**Data segment**
━━━━━━━━━━

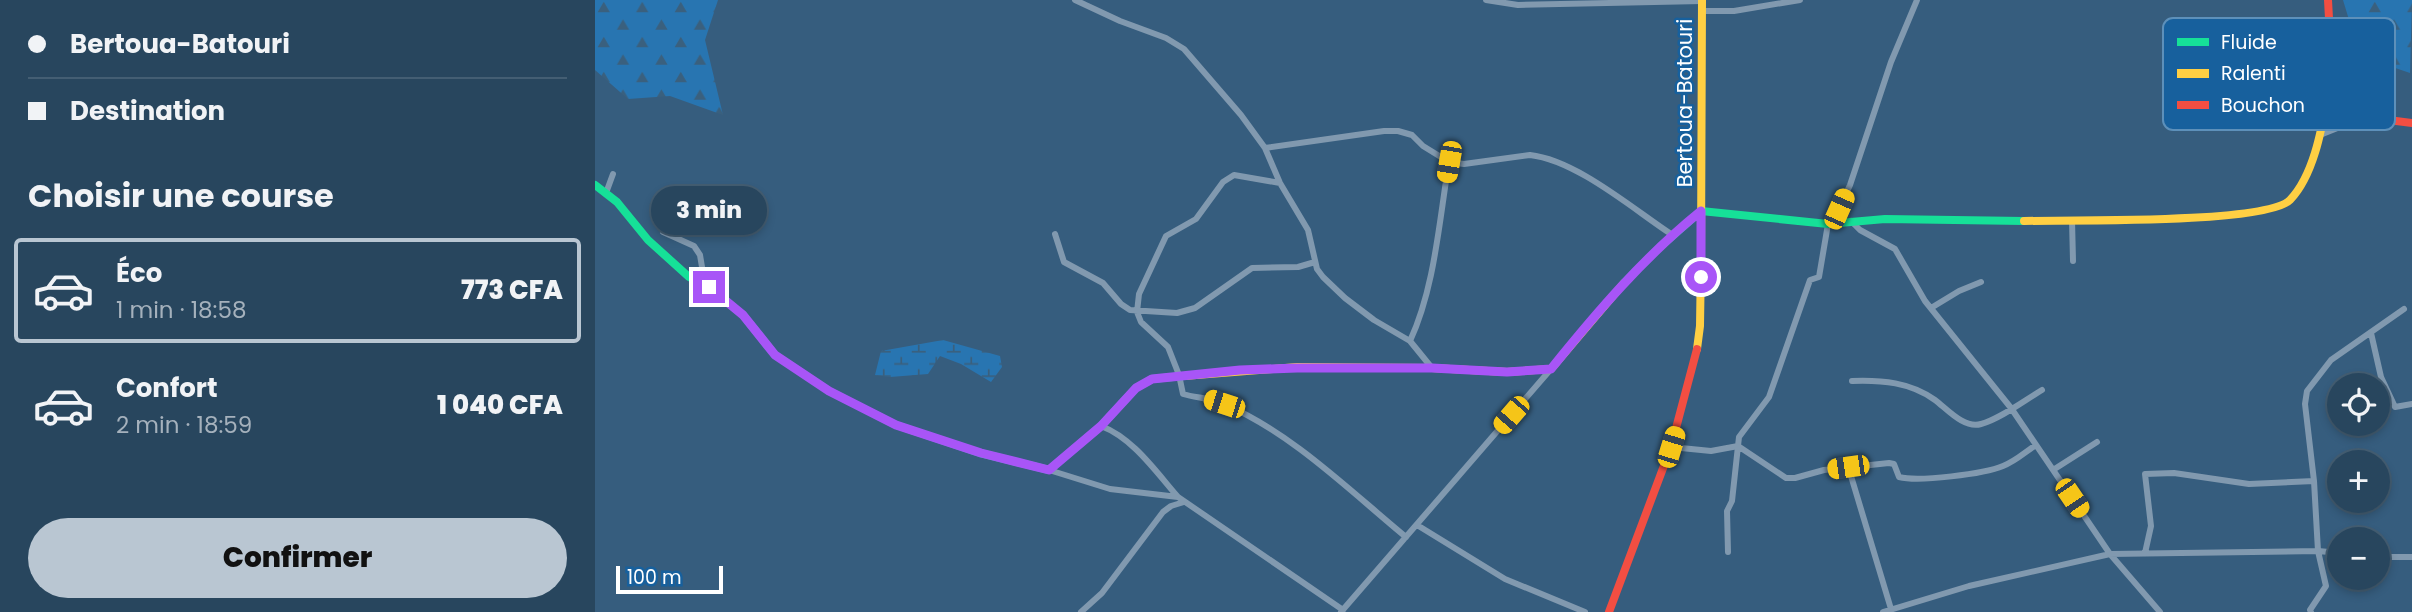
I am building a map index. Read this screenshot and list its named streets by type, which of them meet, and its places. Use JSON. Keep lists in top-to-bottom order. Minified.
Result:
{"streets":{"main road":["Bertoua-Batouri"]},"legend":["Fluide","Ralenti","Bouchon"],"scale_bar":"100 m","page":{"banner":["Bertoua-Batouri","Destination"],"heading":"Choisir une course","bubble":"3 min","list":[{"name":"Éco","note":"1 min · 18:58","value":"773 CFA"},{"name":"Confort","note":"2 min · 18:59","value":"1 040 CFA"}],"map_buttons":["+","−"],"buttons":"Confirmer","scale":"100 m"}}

━━━━━━━━━━

**What to do**
Output the listing above exactly, pictures omitted.

**Expected answer**
I am building a map index. Read this screenshot and list its named streets by type, which of them meet, and its places. Use JSON. Keep lists in top-to-bottom order. Minified.
Result:
{"streets":{"main road":["Bertoua-Batouri"]},"legend":["Fluide","Ralenti","Bouchon"],"scale_bar":"100 m","page":{"banner":["Bertoua-Batouri","Destination"],"heading":"Choisir une course","bubble":"3 min","list":[{"name":"Éco","note":"1 min · 18:58","value":"773 CFA"},{"name":"Confort","note":"2 min · 18:59","value":"1 040 CFA"}],"map_buttons":["+","−"],"buttons":"Confirmer","scale":"100 m"}}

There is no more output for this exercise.